会ったときから、なんとなく元気がないなと思っていたのだ。
熱いシャワーを浴びながらキスだけ数回して、何でもない顔をして身体を洗った。がっついていると思われたくない一心で。
バスローブを纏ってシャワールームを出ると、彼がぽつりと口を開いた。
「今週末なんだ。親友の結婚式」
その準備の関係で待ち合わせに遅れてしまったのだと、何度目かの謝罪をされる。
並んでベッドに腰掛けた彼は、たぶん、言わずにいられなかったのだろう。濡れたままの髪の毛先を指で弄びながら、自嘲気味に笑っていた。
「自分はこんなに嫌な奴だったのか、って、へこんでる」
「嫌な奴?」
「俺ね、てるてる坊主、よく作るんだ」
彼の唇から突然飛び出したのは、ずいぶん久しく聞かない言葉だった。懐かしい響きのそれは、性行為をするための部屋にあまりにも不似合いだ。そんなことは気にも留めずに彼は続ける。
「担当の式の日が雨予報だったりするとね。新郎新婦の控え室にぶら下げておくと、結構喜んでくれるんだ。しかもなかなか効くんだよ、俺のてるてる坊主」
晴れ男なんだ、とくたびれたような顔で軽く笑う。
「プランナーの俺は、今週末も作ろう、って思ってるんだけど」
いつもはすらりと姿勢の良い彼が、叱られた子供のように背を丸めている。両手は膝の上でバスローブの生地を所在なさげに握ったり離したりしていた。
「本当の俺は……大雨だったらいいのに、とか、思っちゃってる。最低だ」
そう言った彼の瞳から、前触れなく透明な雫がぽろりと零れ落ちた。
滑らかな頬を滑り落ちていくそれに、僕は目を奪われる。
「こんな心の汚れた奴に想われてるなんて、あいつが可哀想だ。新婦さんも。何も知らないで日曜日を楽しみにしてる」
ぽろ、ぽろ、と同じ速度でいくつも雫が伝っていった。彼は静かな呼吸のリズムを変えることなく、ただ宝石のような涙を流していた。
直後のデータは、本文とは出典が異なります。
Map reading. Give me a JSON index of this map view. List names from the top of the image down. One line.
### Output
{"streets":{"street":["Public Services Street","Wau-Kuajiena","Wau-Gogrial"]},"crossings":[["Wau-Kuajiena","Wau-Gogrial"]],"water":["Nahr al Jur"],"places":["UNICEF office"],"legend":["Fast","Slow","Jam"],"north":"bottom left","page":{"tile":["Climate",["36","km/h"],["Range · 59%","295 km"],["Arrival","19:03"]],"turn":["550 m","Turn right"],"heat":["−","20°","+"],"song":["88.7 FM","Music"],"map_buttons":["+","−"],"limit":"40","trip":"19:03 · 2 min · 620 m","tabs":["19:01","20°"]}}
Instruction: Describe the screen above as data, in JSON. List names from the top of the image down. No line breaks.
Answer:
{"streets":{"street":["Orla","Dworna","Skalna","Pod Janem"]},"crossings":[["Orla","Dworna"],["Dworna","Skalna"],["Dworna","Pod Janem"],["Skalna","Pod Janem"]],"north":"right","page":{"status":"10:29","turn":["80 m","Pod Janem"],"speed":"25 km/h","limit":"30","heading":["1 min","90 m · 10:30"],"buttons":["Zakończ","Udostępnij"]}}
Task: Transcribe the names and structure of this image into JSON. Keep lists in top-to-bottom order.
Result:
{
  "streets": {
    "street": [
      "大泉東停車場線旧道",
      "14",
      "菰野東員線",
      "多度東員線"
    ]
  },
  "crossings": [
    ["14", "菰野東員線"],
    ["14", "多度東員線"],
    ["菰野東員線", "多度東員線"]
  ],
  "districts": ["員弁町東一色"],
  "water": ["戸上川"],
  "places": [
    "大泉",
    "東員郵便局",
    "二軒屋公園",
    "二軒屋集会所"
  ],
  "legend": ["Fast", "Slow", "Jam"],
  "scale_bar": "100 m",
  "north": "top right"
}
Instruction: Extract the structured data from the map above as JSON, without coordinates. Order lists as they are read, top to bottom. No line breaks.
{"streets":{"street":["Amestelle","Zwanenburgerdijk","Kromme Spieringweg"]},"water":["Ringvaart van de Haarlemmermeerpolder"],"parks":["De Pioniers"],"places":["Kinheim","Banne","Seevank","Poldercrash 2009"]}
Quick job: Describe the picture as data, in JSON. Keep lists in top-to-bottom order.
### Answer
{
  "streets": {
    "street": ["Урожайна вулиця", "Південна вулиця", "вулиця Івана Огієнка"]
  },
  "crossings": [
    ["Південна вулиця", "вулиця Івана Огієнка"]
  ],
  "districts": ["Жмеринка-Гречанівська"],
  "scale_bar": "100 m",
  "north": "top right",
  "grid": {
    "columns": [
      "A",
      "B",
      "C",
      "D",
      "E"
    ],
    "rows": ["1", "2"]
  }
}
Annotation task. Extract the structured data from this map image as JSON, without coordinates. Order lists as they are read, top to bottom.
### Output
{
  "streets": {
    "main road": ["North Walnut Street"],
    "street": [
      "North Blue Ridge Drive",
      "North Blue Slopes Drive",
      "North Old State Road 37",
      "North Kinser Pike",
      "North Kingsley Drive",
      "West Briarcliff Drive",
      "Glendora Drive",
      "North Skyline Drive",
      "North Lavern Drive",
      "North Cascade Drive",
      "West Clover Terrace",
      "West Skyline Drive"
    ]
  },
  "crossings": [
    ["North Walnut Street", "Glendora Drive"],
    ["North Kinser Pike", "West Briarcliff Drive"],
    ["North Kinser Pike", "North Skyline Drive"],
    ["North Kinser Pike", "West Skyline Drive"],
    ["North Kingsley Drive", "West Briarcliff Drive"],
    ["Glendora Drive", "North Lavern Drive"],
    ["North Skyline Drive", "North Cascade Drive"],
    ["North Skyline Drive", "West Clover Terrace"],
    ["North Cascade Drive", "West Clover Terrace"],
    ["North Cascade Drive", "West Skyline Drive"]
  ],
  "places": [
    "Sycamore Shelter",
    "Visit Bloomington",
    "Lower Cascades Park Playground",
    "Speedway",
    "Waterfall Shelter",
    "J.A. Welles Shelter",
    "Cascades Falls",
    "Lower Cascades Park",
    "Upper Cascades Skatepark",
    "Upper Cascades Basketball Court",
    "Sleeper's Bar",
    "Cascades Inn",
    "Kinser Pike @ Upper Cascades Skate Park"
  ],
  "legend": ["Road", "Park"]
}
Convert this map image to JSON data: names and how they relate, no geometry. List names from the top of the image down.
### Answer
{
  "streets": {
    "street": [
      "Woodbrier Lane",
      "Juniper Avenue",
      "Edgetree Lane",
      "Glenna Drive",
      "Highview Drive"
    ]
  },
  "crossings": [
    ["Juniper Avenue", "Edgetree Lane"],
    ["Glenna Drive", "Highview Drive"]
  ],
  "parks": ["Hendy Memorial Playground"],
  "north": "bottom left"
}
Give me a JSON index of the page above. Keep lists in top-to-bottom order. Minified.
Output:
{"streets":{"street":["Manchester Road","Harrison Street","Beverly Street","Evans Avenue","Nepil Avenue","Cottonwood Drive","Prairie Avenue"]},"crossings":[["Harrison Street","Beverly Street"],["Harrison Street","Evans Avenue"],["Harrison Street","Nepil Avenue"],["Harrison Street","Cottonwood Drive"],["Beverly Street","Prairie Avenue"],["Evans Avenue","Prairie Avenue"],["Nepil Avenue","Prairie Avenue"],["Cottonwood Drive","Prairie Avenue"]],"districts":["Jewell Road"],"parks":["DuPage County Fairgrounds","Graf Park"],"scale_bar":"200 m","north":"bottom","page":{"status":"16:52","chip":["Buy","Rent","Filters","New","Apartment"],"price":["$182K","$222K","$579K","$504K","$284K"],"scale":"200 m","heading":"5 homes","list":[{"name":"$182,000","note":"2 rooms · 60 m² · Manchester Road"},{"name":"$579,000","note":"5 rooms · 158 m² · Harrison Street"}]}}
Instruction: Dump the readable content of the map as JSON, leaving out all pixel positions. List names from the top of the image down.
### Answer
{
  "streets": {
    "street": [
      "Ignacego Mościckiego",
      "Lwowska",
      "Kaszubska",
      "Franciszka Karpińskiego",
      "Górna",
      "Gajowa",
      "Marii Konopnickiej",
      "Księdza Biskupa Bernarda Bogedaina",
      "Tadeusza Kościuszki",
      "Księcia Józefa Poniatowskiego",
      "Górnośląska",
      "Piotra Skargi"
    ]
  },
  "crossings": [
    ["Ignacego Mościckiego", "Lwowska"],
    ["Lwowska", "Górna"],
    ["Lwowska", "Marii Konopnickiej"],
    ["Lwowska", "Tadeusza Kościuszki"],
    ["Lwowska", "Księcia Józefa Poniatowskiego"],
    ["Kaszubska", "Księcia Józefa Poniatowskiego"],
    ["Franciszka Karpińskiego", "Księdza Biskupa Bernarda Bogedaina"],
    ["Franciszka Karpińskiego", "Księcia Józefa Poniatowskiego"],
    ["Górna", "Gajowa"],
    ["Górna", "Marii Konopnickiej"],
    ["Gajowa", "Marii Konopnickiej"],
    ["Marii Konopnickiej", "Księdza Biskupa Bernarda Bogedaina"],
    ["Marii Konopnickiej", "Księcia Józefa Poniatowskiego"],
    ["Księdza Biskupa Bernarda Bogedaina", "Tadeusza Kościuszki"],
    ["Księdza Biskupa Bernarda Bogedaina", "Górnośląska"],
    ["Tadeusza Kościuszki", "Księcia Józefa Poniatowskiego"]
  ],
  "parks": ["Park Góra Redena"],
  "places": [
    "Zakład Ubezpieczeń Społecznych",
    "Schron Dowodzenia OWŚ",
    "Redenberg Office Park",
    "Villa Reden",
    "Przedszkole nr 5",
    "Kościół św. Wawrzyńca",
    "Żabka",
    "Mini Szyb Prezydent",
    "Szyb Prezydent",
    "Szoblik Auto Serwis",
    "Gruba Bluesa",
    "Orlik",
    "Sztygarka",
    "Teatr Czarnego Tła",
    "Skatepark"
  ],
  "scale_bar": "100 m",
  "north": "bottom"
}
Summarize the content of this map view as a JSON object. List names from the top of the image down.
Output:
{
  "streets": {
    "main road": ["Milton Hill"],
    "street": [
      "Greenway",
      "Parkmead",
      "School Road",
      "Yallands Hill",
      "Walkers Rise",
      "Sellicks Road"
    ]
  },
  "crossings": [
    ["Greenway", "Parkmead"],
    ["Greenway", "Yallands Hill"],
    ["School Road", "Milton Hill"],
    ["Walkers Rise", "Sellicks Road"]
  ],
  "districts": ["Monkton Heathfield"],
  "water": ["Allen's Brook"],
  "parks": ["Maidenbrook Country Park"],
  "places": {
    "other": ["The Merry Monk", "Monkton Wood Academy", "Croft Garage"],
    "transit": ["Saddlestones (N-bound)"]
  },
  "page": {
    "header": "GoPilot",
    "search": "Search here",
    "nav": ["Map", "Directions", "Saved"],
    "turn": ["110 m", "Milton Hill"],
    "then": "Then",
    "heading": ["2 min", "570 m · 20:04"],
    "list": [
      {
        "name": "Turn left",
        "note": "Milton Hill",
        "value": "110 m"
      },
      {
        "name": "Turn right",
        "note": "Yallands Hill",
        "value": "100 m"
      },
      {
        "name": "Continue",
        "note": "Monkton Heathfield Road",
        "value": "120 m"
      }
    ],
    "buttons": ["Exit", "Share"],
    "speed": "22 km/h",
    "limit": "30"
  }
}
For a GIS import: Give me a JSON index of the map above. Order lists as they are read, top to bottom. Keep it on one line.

「最低だ、俺」と、ほとんど吐息だけの声でもう一度呟いた彼を、僕は両腕で抱き寄せた。
薄い唇をあやすように何度か啄む。
間近で見つめる、閉じた彼の瞼は震えていた。
胸がじくじく痛むのは、彼の気持ちに共鳴したから、というばかりではなくて。多分に嫉妬が含まれていた。
彼は泣いた顔も綺麗だった。でも僕は、彼にそんなふうに泣いてはほしくないのだ。
だから頬を包んで囁く。
「僕以外のこと考えないでください。嫌です」
濡れた瞳が至近距離で瞬いた。唇が緩やかな弧を描き、頬を挟みこんだ僕の手に、細い指先が触れる。